The truth of the matter is that when you allow yourself to be vulnerable and ask for help, you change and you allow another the opportunity to serve and love you. Learning to ask for help is just as important as giving help to others. Maybe more important.
I recently experienced the power of asking for help. I took a big risk by being vulnerable and shared what was coming up for me. After years of working on myself and deep healing, I felt shame that I was still experiencing some lower energy of not feeling deserving. I am currently involved in an online bootcamp for Spiritual Entreprenurers. We are encouraged to use the discussion board each week and share what’s going on. I decided to be authentic and ask the group for help. Instead of feeling judged and wrong, I received love and understanding and comfort.

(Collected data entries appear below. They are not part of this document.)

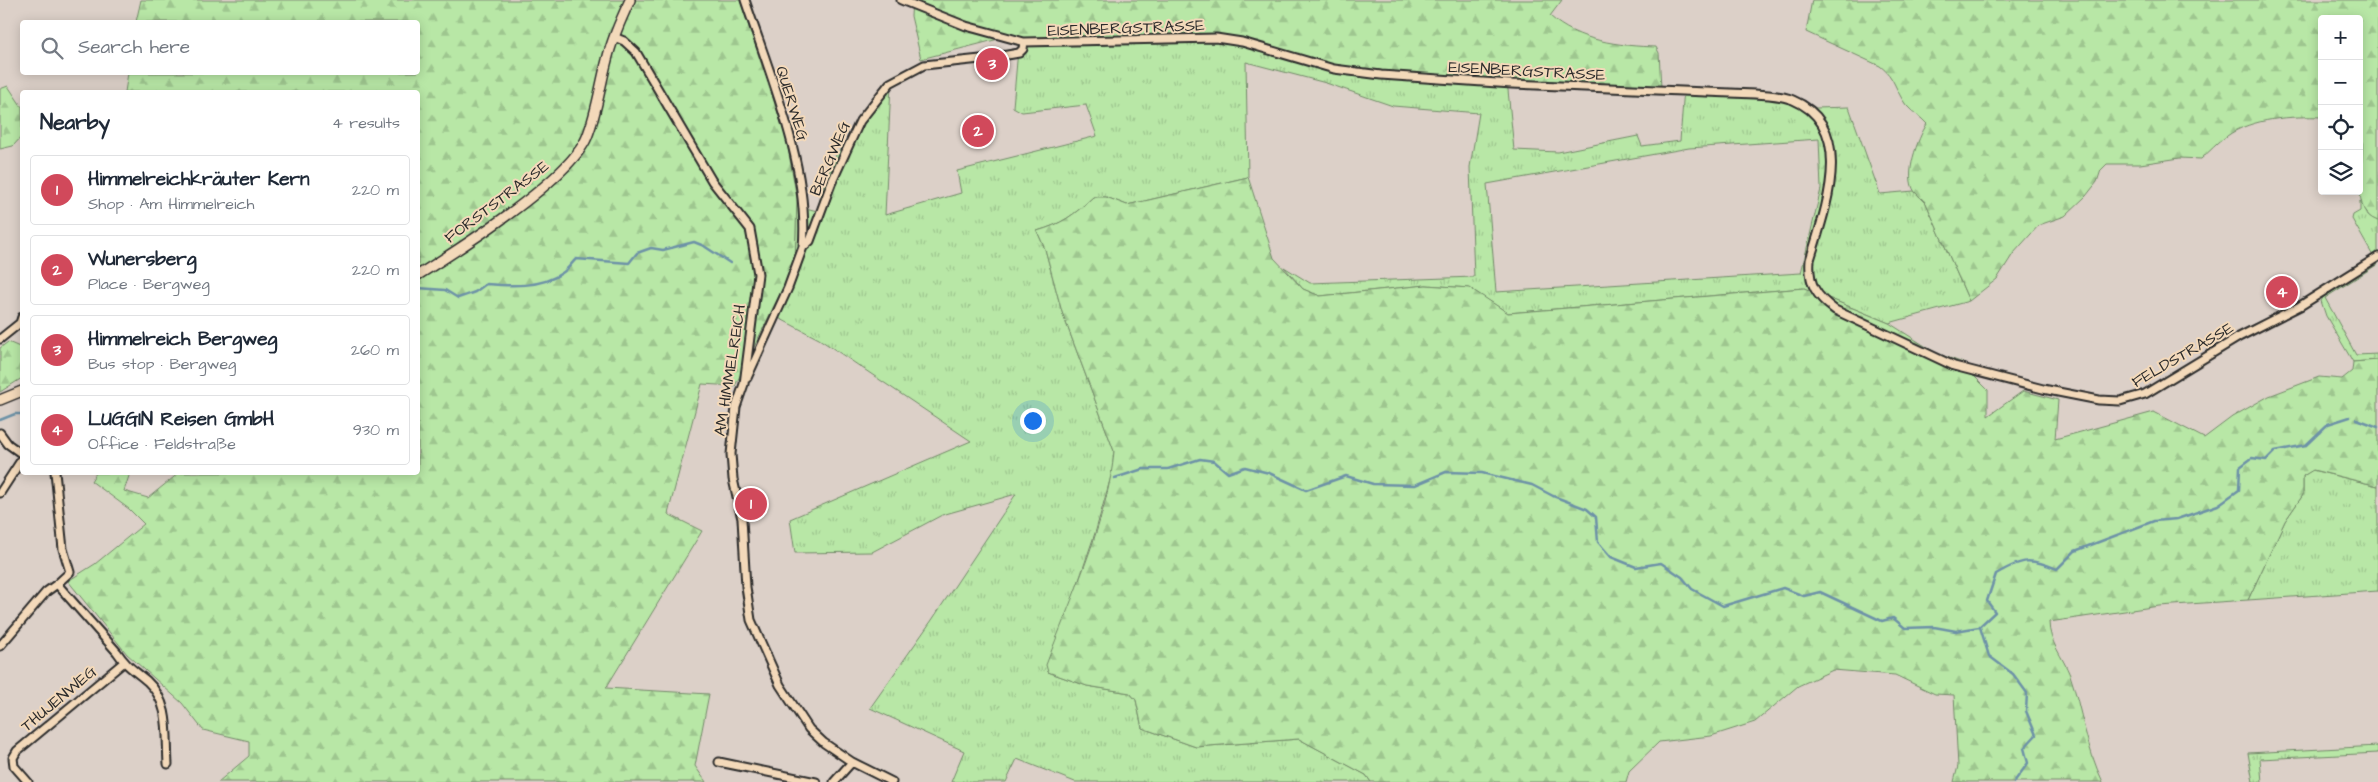 <!DOCTYPE html>
<html lang="en">
<head>
<meta charset="utf-8">
<style>
  body { margin:0; font-family:"Architects Daughter",sans-serif; background:#f2f2f3; color:#1f2937 }
  .controls { position:absolute; right:15px; top:15px; display:grid; overflow:hidden; border-radius:5px; box-shadow:0 2px 12px #0003 }
  .controls button { width:45px; height:45px; display:grid; place-items:center; padding:0; border:0; border-bottom:1px solid #e0e1e3; background:#fff; color:#1f2937; font:25px sans-serif }
  .you { position:absolute; left:1032px; top:420px; width:18px; height:18px; margin:-12px; border:4px solid #fff; border-radius:50%; background:#1a73e8; box-shadow:0 0 0 8px #1a73e833 }
  .badge { display:grid; place-items:center; width:32px; height:32px; border-radius:50%; background:#d1495b; color:#fff; font-size:16px; font-weight:700 }
  .pin { position:absolute; translate:-50% -50%; border:2px solid #fff; box-shadow:0 1px 5px #0006 }
  .list { margin:0; padding:0; list-style:none }
  h2 { display:flex; justify-content:space-between; align-items:center; height:65px; margin:0; padding:0 20px; font-size:21px }
  h2 small { font-size:16px; font-weight:400; color:#747a83 }
  .list li { display:grid; grid-template-columns:32px 1fr auto; gap:15px; align-items:center; box-sizing:border-box; height:70px; margin:0 10px 10px; padding:0 10px; border:1px solid #e0e1e3; border-radius:5px }
  .list b { display:block; font-size:19px; white-space:nowrap }
  .list p { margin:0; font-size:16px; white-space:nowrap; color:#747a83 }
  .list em { font-size:16px; font-style:normal; color:#747a83 }
  .icon { flex:none; width:28px; height:28px; fill:none; stroke:currentColor; stroke-width:2; stroke-linecap:round; stroke-linejoin:round }
  .map { position:relative; flex:none; width:2378px; height:782px; overflow:hidden }
  .search { position:absolute; background:#fff; box-shadow:0 2px 12px #0003; left:20px; top:20px; width:400px; height:55px; display:flex; align-items:center; gap:12px; box-sizing:border-box; padding:0 18px; border-radius:5px; color:#747a83; font-size:19px }
  .panel { position:absolute; background:#fff; box-shadow:0 2px 12px #0003; left:20px; top:90px; width:400px; height:385px; border-radius:5px }
  .map>svg:first-child { display:block }
  .grass { fill:url(#grass-tufts); stroke:#728968; fill-rule:evenodd }
  .forest { fill:url(#forest-firs); stroke:#728968 }
  .lines { fill:none; stroke-linecap:round; stroke-linejoin:round }
  .stream { stroke:#6d92a7; stroke-width:2.5 }
  .minor-casing { stroke:#2b2b2b; stroke-width:11 }
  .tertiary-casing { stroke:#2b2b2b; stroke-width:12 }
  .minor { stroke:#f3d9ba; stroke-width:7 }
  .tertiary { stroke:#f3d9ba; stroke-width:9 }
  .labels { text-anchor:middle; stroke-width:4; stroke-linejoin:round; paint-order:stroke }
  .street-label { font-size:16px; fill:#2b2b2b; stroke:#f3d9ba }
</style>
</head>
<body>
<div class="map">
<svg width="2378" height="782" viewBox="0 0 2378 782">
  <defs>
    <pattern id="grass-tufts" width="24" height="20" patternUnits="userSpaceOnUse" patternTransform="scale(1.25)"><rect width="24" height="20" fill="#b8e7a6"/><path d="M3 7l-1-3M5 7V3M7 7l1-3M15 17l-1-3M17 17v-4M19 17l1-3" fill="none" stroke="#9ec68f"/></pattern>
    <pattern id="forest-firs" width="22" height="20" patternUnits="userSpaceOnUse" patternTransform="scale(1.25)"><rect width="22" height="20" fill="#b8e7a6"/><path d="M5 1l3.5 6h-7zM16 11l3.5 6h-7z" fill="#9ec68f"/></pattern>
  </defs>
  <rect width="100%" height="100%" fill="#dcd0c8"/>
  <filter id="ink" filterUnits="userSpaceOnUse"><feTurbulence type="fractalNoise" baseFrequency=".02" numOctaves="2"/><feDisplacementMap in="SourceGraphic" scale="10" xChannelSelector="R" yChannelSelector="G"/><feConvolveMatrix kernelMatrix="1 2 1 2 8 2 1 2 1" color-interpolation-filters="sRGB"/></filter>
  <g filter="url(#ink)">
    <!-- grass -->
    <path class="grass" d="M1195 34 1243 38 1314 60 1351 68 1507 80 1514 150 1558 152 1638 136 1642 146 1680 141 1684 88 1791 96 1816 108 1849 107 1880 194 1914 191 1926 203 1969 301 1889 323 1804 288 1508 313 1469 288 1426 285 1320 296 1303 289 1284 267 1310 283 1474 277 1470 167 1479 113 1393 106 1326 83 1246 62 1248 177 1127 205 1106 197H1093C1074 215 1062 224 1037 231L1045 249 1062 312 1114 451 1112 473 1096 530 1048 672 1087 686 1130 693 1136 700 1142 728 1196 747 1299 739 1366 775 1371 782H1075L1017 759 1006 782H951L964 751 870 708 932 620 1016 494 942 515 872 552 795 553 790 519 971 441 819 339 771 314 795 263 797 199 806 208 817 211 825 181 836 155 891 84 885 215 961 193 957 171 1097 136 1086 105 1022 112 1013 107 1019 38ZM1819 139 1821 189 1801 273 1496 292 1487 184 1689 148Z
      M2360 201 2367 215 2378 221V253L2373 256 2352 219 2353 215 2360 211Z
      M2378 261V264L2325 298 2356 355 2378 354V360L2353 362 2326 316 2321 301 2324 296Z
      M2312 470 2378 486V591L2248 600 2285 521 2303 495V476Z
      M2378 746V753L2260 759 2262 782H2253L2248 753Z"/>
    <!-- forest -->
    <path class="forest" d="M141 0H740L786 137 797 199 795 263 735 386 702 384 668 514 702 531 606 688 709 694 695 766 706 782H218L249 756V741L203 730 182 703 127 654 68 581 95 564 144 524 129 509 91 481 96 473H130L124 491 148 498 179 473 418 472V92H125L128 73 418 72V22H136Z
      M912 0H1562L1550 16C1577 41 1620 46 1656 47L1659 53 1661 87 1507 80 1351 68 1314 60 1243 38 1216 35 1024 39 1010 36 921 59 911 16Z
      M1812 0H2378V221C2343 209 2372 151 2359 127V19H2322V117C2292 116 2252 118 2227 136 2218 142 2209 152 2201 159L2180 158 2140 164H2107L2101 170 2097 182 2086 196 2065 216 2039 225 2013 254 1997 279 1969 301 1926 203C1923 199 1918 196 1915 192 1903 176 1918 138 1927 124 1921 117 1912 112 1906 105 1895 90 1895 77 1880 66L1806 32Z
      M8 86 22 107V136L13 146 0 149V89Z
      M1248 177 1274 258 1303 289 1320 296 1426 285 1470 288 1508 313 1804 288 1889 323 1936 353 1974 367V376L1988 390V416L2023 391 2058 400 2055 439 2154 412 2204 438 2232 417 2269 396 2319 377 2342 379 2352 371 2353 362 2378 360V486L2313 470 2303 476V495L2285 521 2248 600 2159 606 2049 622C2049 642 2063 657 2070 675 2082 710 2086 748 2103 782H1954L1958 766 1954 695 1935 694 1895 675 1833 670 1798 686 1755 722 1711 736 1659 742 1629 771 1626 782H1371L1366 775 1299 739 1196 747 1142 728 1136 700 1130 693 1087 686 1048 672 1046 665C1070 601 1109 517 1114 451L1062 312 1045 249 1037 231C1062 224 1074 215 1093 197H1106L1127 205Z
      M8 342 22 348V364L20 365 22 378 0 392V348Z"/>
    <g class="lines">
      <!-- stream -->
      <path class="stream" d="M418 288 445 290 458 298 475 292 486 284C510 286 541 288 562 273 567 270 571 264 576 259L629 263 637 253 651 248 663 250 694 242 704 246 730 263
        M2357 419 2378 427
        M0 420 15 414H22
        M1115 478 1143 469H1168L1200 459 1214 461 1228 473 1245 467 1269 473 1306 490 1346 476 1373 484 1415 485 1446 472 1482 473 1532 485 1553 496 1587 509 1596 517 1598 542 1611 557 1636 567 1661 563 1682 577 1692 589 1723 606 1783 588 1804 596 1820 592 1882 621 1893 618 1905 628 1934 627 1956 631 1979 627 1995 612 1987 601 1996 574C2022 559 2029 557 2057 569L2075 551 2154 521 2177 519 2218 505 2239 490 2240 467 2252 458 2266 460 2275 451 2306 445 2328 424 2350 417
        M1980 627 1989 656 2013 674 2027 693 2026 711 2036 735 2024 748 2028 763 2014 782"/>
      <defs>
        <path id="minor" d="M745 0C770 75 810 168 803 247
          M901 0 966 26 1024 42 1216 38 1242 42 1334 69 1381 75 1512 84 1755 94C1767 95 1781 95 1793 100 1858 127 1824 213 1810 260 1808 284 1816 296 1835 310L1954 366 2043 389 2099 400 2120 401 2145 394 2239 337 2300 306 2378 257
          M614 37 624 41 636 52 712 181 750 229 758 274 744 384 736 407 731 454 733 479 742 519 746 587 751 620 780 685 809 729 824 743 852 762 892 782
          M0 339 20 323 22 317
          M747 378 788 288 803 247 810 241 831 184 860 121 890 83 924 65 990 58 1019 53 1023 49 1024 42
          M0 433 8 444 22 454
          M55 472 63 549 70 572 57 584
          M0 493 22 459
          M0 646 46 592 57 584 117 652C127 667 133 669 147 681 171 703 166 734 168 764
          M719 762 816 782
          M28 782 14 766 13 758 17 751 123 663
          M834 782 852 762"/>
        <path id="tertiary" d="M418 275C458 250 570 179 587 137 597 112 600 86 607 60 612 39 621 19 630 0
          M0 400 22 391"/>
      </defs>
      <!-- minor casing -->
      <use href="#minor" class="minor-casing"/>
      <!-- tertiary casing -->
      <use href="#tertiary" class="tertiary-casing"/>
      <!-- minor -->
      <use href="#minor" class="minor"/>
      <!-- tertiary -->
      <use href="#tertiary" class="tertiary"/>
    </g>
  </g>
  <g class="labels">
    <!-- street labels -->
    <g class="street-label">
      <text transform="translate(1126 27) rotate(-2)" y="6">EISENBERGSTRASSE</text>
      <text transform="translate(1527 70) rotate(3)" y="6">EISENBERGSTRASSE</text>
      <text transform="translate(793 103) rotate(73)" y="6">QUERWEG</text>
      <text transform="translate(829 158) rotate(-67)" y="6">BERGWEG</text>
      <text transform="translate(496 201) rotate(-37)" y="6">FORSTSTRASSE</text>
      <text transform="translate(2182 354) rotate(-30)" y="6">FELDSTRASSE</text>
      <text transform="translate(729 370) rotate(-81)" y="6">AM HIMMELREICH</text>
      <text transform="translate(58 698) rotate(-40)" y="6">THUJENWEG</text>
    </g>
  </g>
</svg>
<div class="controls">
<button>+</button>
<button>−</button>
<button><svg class="icon" aria-label="locate" viewBox="0 0 24 24"><circle cx="12" cy="12" r="6"/><path d="M12 2v4M12 18v4M2 12h4M18 12h4"/></svg></button>
<button><svg class="icon" aria-label="layers" viewBox="0 0 24 24"><path d="M12 4l9 5-9 5-9-5zM3 14l9 5 9-5"/></svg></button>
</div>
<div class="you"></div>
<div class="pin badge" style="left:751px;top:504px">1</div>
<div class="pin badge" style="left:978px;top:131px">2</div>
<div class="pin badge" style="left:992px;top:64px">3</div>
<div class="pin badge" style="left:2282px;top:292px">4</div>
<div class="search"><svg class="icon" aria-label="search" viewBox="0 0 24 24"><circle cx="10" cy="10" r="6"/><path d="M15 15l6 6"/></svg>Search here</div>
<section class="panel">
<h2>Nearby<small>4 results</small></h2>
<ul class="list">
<li><span class="badge">1</span><div><b>Himmelreichkräuter Kern</b><p>Shop · Am Himmelreich</p></div><em>220 m</em></li>
<li><span class="badge">2</span><div><b>Wunersberg</b><p>Place · Bergweg</p></div><em>220 m</em></li>
<li><span class="badge">3</span><div><b>Himmelreich Bergweg</b><p>Bus stop · Bergweg</p></div><em>260 m</em></li>
<li><span class="badge">4</span><div><b>LUGGIN Reisen GmbH</b><p>Office · Feldstraße</p></div><em>930 m</em></li>
</ul>
</section>
</div>
</body>
</html>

After I sent the email to the group, I called my friend Linda in tears and asked for help. She said, “come over to my house right now and I will do energy healing on you and make you dinner.” I was already in my pajamas and had no make-up on. I said, “Ok, I will be right there.” I grabbed a coat and put it over my pajamas and jumped in the car. This was big for me, going out in my pajamas and no make-up on! I never go out without make-up on (and pajamas on.)
As I drove to her house, I already started to feel better. I felt like I had taken off my mask and was allowing her to be with me and love me just as I am. How liberating it felt. Her love and care touched me deeply. I felt peaceful and re-energized when I left. I was back on track knowing the truth of who I am – that I am ONE with God and God is all there is. All is well.